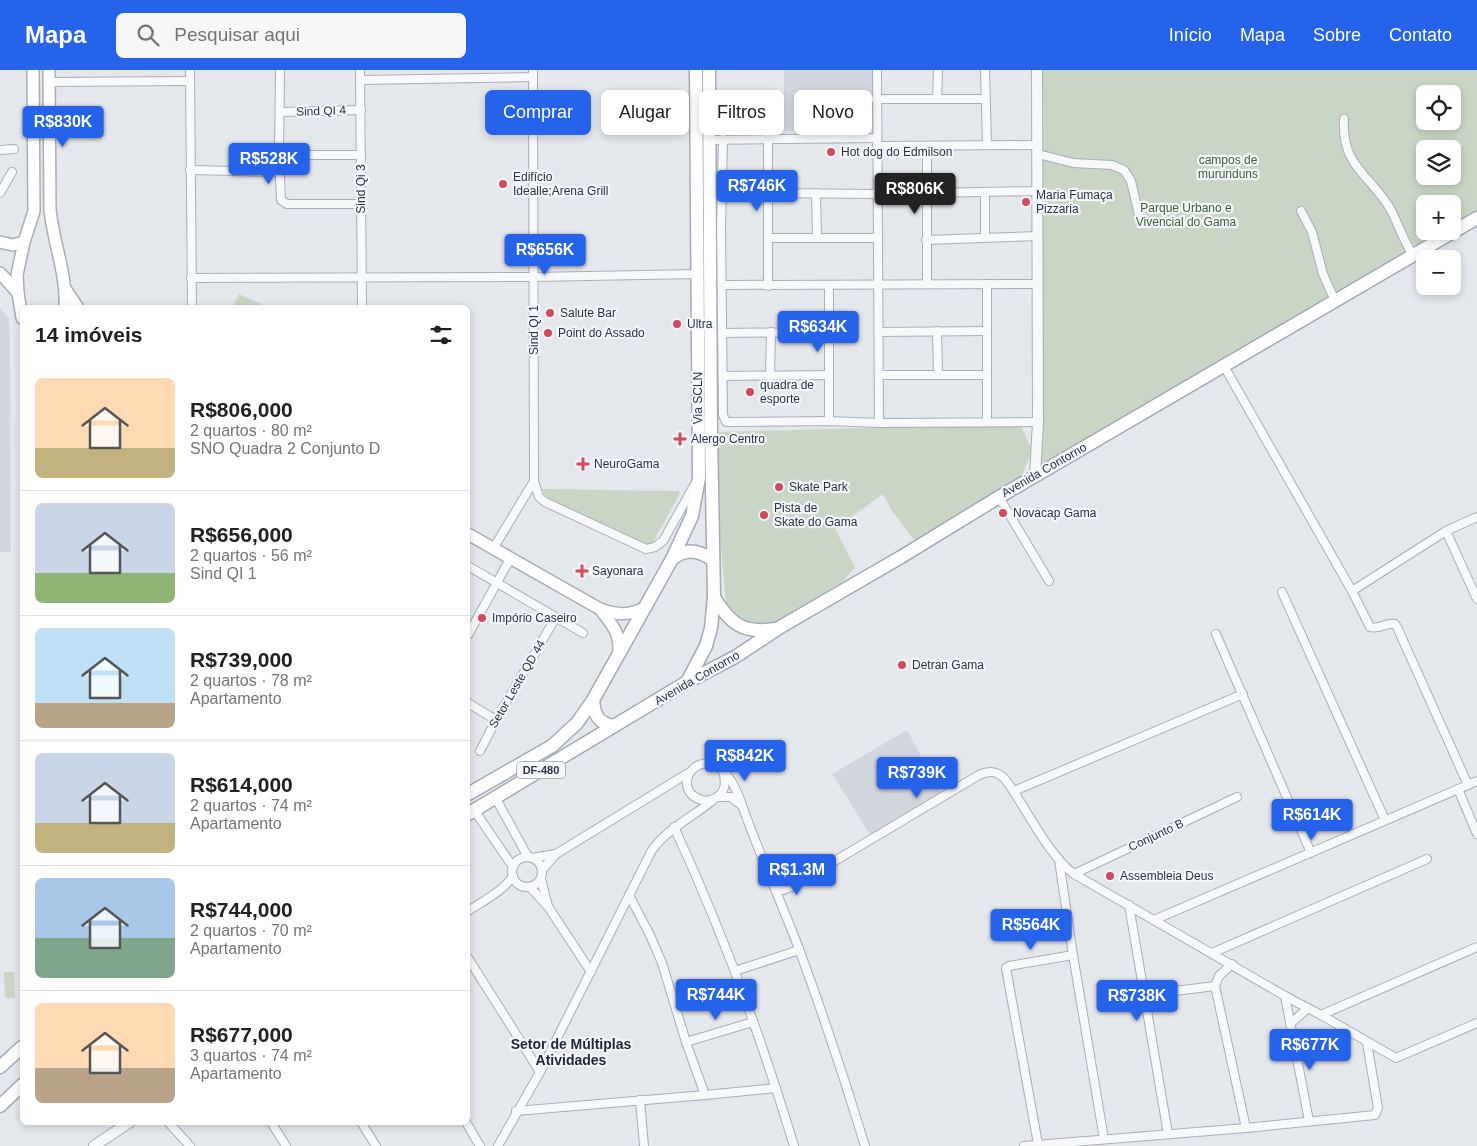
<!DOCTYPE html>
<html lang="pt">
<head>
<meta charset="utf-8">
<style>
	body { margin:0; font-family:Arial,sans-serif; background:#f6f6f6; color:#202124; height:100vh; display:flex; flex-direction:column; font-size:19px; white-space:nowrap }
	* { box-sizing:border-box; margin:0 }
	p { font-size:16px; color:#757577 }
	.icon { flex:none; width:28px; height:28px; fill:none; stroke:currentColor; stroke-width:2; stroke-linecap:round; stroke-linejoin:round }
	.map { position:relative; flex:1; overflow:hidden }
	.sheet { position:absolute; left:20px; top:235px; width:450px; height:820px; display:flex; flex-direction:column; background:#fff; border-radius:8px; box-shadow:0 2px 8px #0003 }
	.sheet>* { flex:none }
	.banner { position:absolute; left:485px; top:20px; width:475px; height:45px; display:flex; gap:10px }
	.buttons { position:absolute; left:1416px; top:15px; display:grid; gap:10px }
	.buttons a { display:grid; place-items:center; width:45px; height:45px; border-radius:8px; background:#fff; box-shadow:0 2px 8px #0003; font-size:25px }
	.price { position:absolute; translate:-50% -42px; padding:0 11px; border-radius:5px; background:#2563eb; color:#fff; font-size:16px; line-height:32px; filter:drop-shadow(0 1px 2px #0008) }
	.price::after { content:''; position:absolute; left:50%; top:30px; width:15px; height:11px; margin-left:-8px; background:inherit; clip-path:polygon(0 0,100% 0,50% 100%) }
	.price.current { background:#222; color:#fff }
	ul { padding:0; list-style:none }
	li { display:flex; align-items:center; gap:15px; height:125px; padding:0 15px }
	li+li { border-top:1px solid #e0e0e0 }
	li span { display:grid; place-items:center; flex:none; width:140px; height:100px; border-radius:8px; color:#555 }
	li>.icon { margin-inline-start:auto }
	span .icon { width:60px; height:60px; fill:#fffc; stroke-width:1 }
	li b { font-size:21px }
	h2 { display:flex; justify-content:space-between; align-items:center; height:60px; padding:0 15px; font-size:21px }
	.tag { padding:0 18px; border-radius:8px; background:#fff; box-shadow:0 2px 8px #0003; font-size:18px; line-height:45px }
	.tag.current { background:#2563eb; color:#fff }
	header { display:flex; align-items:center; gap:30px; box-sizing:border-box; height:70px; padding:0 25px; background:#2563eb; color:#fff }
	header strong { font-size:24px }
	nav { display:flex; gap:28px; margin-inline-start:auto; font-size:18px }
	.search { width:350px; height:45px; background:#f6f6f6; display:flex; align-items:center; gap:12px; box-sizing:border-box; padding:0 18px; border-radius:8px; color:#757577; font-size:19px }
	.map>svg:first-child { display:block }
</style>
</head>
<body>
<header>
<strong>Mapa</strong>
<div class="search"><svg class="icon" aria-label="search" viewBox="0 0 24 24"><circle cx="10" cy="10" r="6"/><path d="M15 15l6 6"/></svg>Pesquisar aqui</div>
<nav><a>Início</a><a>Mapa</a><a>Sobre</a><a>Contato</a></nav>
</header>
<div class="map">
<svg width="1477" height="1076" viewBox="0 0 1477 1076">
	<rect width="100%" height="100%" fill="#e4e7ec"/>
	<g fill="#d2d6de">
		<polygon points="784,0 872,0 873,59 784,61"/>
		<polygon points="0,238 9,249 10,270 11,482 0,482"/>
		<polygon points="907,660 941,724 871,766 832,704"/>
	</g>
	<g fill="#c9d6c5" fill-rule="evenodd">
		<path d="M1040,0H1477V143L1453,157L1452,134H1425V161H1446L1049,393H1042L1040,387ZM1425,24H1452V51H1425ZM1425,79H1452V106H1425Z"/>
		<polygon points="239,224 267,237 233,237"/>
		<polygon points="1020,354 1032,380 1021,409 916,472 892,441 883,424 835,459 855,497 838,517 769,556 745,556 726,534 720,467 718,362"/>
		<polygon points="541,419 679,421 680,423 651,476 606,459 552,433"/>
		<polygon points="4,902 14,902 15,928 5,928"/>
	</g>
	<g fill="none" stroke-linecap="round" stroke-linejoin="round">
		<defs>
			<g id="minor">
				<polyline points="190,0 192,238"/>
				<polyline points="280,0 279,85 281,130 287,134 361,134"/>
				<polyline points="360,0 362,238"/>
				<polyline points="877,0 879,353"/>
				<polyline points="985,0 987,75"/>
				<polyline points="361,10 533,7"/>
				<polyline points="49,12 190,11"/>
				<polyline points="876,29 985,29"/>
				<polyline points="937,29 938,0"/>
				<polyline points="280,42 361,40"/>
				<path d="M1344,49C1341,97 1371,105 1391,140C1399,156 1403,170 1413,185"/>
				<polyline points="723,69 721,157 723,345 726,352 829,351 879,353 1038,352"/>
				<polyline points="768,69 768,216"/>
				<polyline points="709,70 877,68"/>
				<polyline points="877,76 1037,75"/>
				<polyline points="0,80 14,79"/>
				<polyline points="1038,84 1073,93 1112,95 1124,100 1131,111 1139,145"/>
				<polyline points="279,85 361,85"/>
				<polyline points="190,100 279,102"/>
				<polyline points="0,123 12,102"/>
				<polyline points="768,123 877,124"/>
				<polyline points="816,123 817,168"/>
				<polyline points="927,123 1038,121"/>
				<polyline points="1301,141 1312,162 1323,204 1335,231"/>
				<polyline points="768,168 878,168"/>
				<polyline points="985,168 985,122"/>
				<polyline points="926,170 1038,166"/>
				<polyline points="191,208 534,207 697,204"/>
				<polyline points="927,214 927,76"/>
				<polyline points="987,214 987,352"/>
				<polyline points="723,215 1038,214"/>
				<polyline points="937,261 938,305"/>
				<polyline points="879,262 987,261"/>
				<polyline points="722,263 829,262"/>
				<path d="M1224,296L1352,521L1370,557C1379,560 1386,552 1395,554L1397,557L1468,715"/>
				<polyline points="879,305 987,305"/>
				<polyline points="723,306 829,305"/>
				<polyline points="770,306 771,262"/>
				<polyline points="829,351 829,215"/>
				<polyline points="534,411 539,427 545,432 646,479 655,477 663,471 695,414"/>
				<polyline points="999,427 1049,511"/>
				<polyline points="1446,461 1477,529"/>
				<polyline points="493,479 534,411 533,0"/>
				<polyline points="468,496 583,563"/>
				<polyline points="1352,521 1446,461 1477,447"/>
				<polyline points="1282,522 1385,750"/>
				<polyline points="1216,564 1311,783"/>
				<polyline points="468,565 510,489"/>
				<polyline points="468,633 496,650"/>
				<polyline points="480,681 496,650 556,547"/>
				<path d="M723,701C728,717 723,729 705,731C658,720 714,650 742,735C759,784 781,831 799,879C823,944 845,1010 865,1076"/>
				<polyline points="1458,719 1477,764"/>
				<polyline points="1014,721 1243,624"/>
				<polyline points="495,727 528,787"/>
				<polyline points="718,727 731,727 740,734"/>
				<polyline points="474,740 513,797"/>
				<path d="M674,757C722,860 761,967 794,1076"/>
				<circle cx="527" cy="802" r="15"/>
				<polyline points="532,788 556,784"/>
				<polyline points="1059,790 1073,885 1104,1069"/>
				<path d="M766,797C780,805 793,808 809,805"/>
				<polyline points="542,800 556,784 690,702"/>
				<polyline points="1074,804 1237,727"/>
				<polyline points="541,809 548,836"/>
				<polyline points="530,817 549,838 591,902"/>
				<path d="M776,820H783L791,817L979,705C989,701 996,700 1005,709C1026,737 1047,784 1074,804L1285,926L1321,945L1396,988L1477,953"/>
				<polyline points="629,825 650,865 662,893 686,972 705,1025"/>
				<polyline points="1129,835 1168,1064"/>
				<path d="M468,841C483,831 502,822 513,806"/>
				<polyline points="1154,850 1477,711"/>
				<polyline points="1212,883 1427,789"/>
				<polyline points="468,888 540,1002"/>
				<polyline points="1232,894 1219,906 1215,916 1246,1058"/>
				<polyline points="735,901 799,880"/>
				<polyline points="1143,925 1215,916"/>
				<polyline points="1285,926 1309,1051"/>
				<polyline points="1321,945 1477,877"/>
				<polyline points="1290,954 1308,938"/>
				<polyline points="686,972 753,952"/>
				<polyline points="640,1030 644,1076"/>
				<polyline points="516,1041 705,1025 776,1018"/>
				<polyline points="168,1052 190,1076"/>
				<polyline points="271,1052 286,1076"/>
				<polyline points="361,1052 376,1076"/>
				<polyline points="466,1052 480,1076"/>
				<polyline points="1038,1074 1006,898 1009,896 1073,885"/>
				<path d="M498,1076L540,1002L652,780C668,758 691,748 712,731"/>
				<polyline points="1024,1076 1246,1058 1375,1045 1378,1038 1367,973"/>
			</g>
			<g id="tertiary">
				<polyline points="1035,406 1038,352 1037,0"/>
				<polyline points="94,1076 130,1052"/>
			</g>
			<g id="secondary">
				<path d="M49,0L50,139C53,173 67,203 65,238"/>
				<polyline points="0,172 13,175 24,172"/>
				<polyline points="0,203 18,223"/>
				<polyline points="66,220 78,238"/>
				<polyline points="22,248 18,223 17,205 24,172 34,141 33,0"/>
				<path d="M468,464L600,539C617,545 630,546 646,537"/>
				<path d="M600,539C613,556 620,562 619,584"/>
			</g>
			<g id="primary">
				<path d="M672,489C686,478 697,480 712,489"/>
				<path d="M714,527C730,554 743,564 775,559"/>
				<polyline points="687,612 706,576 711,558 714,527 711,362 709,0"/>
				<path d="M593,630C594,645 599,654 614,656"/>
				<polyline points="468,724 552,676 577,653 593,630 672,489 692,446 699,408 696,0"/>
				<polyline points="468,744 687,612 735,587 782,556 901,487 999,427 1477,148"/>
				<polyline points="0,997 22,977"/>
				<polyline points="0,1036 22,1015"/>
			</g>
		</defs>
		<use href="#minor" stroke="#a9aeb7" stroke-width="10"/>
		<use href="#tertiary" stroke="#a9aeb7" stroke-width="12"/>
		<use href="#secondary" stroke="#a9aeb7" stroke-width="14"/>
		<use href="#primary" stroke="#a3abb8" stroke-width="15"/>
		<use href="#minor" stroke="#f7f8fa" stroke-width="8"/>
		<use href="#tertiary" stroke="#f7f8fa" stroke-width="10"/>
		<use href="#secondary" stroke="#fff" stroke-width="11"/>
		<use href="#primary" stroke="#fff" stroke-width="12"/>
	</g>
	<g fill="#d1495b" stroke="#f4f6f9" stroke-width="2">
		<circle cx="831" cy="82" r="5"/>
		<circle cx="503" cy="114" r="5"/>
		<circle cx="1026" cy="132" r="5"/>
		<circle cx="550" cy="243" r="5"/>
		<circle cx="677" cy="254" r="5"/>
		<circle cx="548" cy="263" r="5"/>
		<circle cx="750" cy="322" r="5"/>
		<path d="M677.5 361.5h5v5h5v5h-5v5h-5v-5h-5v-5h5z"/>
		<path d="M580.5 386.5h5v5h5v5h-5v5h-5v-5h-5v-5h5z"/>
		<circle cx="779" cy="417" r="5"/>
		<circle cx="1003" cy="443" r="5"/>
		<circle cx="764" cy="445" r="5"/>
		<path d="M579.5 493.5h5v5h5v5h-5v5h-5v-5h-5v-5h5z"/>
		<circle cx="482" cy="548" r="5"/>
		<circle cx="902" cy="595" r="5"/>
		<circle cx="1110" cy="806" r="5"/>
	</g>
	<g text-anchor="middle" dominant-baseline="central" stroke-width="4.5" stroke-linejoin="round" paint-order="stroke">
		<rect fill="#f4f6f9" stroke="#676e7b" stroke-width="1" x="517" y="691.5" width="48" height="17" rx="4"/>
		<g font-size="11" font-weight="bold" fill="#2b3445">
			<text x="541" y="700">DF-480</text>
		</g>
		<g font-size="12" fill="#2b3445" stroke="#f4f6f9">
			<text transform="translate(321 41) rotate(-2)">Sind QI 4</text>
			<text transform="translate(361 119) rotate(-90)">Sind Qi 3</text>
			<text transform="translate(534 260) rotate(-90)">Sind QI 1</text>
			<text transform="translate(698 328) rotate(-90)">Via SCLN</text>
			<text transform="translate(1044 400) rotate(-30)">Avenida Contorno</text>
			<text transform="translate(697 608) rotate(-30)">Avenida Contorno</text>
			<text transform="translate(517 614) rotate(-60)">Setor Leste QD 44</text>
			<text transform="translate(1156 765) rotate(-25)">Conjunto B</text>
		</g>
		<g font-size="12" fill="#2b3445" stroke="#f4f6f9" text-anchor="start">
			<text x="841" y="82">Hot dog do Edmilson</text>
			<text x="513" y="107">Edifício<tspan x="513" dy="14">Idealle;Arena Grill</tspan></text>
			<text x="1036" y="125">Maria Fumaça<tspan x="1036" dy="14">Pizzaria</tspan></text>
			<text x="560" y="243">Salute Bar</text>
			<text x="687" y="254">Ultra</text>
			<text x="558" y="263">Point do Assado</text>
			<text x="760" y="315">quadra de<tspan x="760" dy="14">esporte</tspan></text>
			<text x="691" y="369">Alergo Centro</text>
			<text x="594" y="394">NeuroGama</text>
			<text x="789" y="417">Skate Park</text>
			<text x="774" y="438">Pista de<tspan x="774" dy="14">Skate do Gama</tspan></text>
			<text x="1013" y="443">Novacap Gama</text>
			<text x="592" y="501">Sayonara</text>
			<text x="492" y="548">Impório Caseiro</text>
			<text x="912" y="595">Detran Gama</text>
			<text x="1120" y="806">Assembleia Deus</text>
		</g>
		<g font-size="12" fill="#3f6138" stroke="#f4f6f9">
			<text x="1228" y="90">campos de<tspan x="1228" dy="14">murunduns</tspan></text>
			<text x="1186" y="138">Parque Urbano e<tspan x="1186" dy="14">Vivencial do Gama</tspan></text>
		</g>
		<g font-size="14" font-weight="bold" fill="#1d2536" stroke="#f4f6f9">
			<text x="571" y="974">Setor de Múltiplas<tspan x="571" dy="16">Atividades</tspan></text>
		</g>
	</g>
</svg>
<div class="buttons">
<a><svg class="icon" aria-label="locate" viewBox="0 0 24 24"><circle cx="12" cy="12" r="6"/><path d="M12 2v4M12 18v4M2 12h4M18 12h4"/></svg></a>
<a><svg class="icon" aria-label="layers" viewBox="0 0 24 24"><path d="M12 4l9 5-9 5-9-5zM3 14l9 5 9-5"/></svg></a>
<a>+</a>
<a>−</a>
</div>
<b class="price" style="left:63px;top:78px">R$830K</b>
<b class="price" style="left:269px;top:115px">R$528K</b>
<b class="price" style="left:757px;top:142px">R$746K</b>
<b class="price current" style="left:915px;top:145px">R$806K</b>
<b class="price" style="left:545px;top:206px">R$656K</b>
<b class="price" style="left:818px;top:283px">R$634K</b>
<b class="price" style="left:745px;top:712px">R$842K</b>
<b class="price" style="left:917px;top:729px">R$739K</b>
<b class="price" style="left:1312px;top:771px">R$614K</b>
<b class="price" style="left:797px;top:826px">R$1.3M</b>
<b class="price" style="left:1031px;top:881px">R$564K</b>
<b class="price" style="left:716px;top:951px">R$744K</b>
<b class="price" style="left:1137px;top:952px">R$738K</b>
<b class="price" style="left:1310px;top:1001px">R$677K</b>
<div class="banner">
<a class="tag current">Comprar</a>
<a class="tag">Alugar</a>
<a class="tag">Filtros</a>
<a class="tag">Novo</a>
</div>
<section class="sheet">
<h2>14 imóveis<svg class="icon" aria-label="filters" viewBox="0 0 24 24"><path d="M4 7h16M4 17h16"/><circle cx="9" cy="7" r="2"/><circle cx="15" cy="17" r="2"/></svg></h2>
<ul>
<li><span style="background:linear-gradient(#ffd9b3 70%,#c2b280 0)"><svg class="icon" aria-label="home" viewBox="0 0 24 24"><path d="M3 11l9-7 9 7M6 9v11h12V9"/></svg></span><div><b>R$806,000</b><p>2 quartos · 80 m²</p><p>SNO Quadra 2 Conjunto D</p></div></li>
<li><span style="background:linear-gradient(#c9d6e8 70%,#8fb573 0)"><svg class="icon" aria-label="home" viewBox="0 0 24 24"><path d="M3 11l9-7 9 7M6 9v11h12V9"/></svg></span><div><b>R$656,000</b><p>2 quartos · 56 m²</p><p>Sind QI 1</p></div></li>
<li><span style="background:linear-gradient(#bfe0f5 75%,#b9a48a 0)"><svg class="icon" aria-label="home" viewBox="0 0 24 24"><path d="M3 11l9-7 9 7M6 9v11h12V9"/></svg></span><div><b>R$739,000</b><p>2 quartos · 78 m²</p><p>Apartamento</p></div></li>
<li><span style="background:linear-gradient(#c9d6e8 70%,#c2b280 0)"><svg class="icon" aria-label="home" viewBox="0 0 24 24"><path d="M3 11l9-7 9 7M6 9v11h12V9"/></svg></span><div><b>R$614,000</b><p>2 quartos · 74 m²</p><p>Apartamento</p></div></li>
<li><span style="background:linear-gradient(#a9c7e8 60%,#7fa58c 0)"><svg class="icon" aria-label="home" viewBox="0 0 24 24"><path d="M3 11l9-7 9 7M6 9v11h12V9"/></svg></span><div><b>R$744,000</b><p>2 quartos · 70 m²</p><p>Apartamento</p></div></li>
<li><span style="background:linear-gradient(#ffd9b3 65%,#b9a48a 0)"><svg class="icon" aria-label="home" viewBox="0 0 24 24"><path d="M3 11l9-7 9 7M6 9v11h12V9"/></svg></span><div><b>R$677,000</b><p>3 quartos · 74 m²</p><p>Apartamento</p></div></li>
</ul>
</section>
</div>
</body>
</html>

○ ○ ○

Output only the lines from the one holding "2 Conjunto D</p></div></li>" through the last line above, exactly as they appear.

RESPONSE BELOW:
<li><span style="background:linear-gradient(#ffd9b3 70%,#c2b280 0)"><svg class="icon" aria-label="home" viewBox="0 0 24 24"><path d="M3 11l9-7 9 7M6 9v11h12V9"/></svg></span><div><b>R$806,000</b><p>2 quartos · 80 m²</p><p>SNO Quadra 2 Conjunto D</p></div></li>
<li><span style="background:linear-gradient(#c9d6e8 70%,#8fb573 0)"><svg class="icon" aria-label="home" viewBox="0 0 24 24"><path d="M3 11l9-7 9 7M6 9v11h12V9"/></svg></span><div><b>R$656,000</b><p>2 quartos · 56 m²</p><p>Sind QI 1</p></div></li>
<li><span style="background:linear-gradient(#bfe0f5 75%,#b9a48a 0)"><svg class="icon" aria-label="home" viewBox="0 0 24 24"><path d="M3 11l9-7 9 7M6 9v11h12V9"/></svg></span><div><b>R$739,000</b><p>2 quartos · 78 m²</p><p>Apartamento</p></div></li>
<li><span style="background:linear-gradient(#c9d6e8 70%,#c2b280 0)"><svg class="icon" aria-label="home" viewBox="0 0 24 24"><path d="M3 11l9-7 9 7M6 9v11h12V9"/></svg></span><div><b>R$614,000</b><p>2 quartos · 74 m²</p><p>Apartamento</p></div></li>
<li><span style="background:linear-gradient(#a9c7e8 60%,#7fa58c 0)"><svg class="icon" aria-label="home" viewBox="0 0 24 24"><path d="M3 11l9-7 9 7M6 9v11h12V9"/></svg></span><div><b>R$744,000</b><p>2 quartos · 70 m²</p><p>Apartamento</p></div></li>
<li><span style="background:linear-gradient(#ffd9b3 65%,#b9a48a 0)"><svg class="icon" aria-label="home" viewBox="0 0 24 24"><path d="M3 11l9-7 9 7M6 9v11h12V9"/></svg></span><div><b>R$677,000</b><p>3 quartos · 74 m²</p><p>Apartamento</p></div></li>
</ul>
</section>
</div>
</body>
</html>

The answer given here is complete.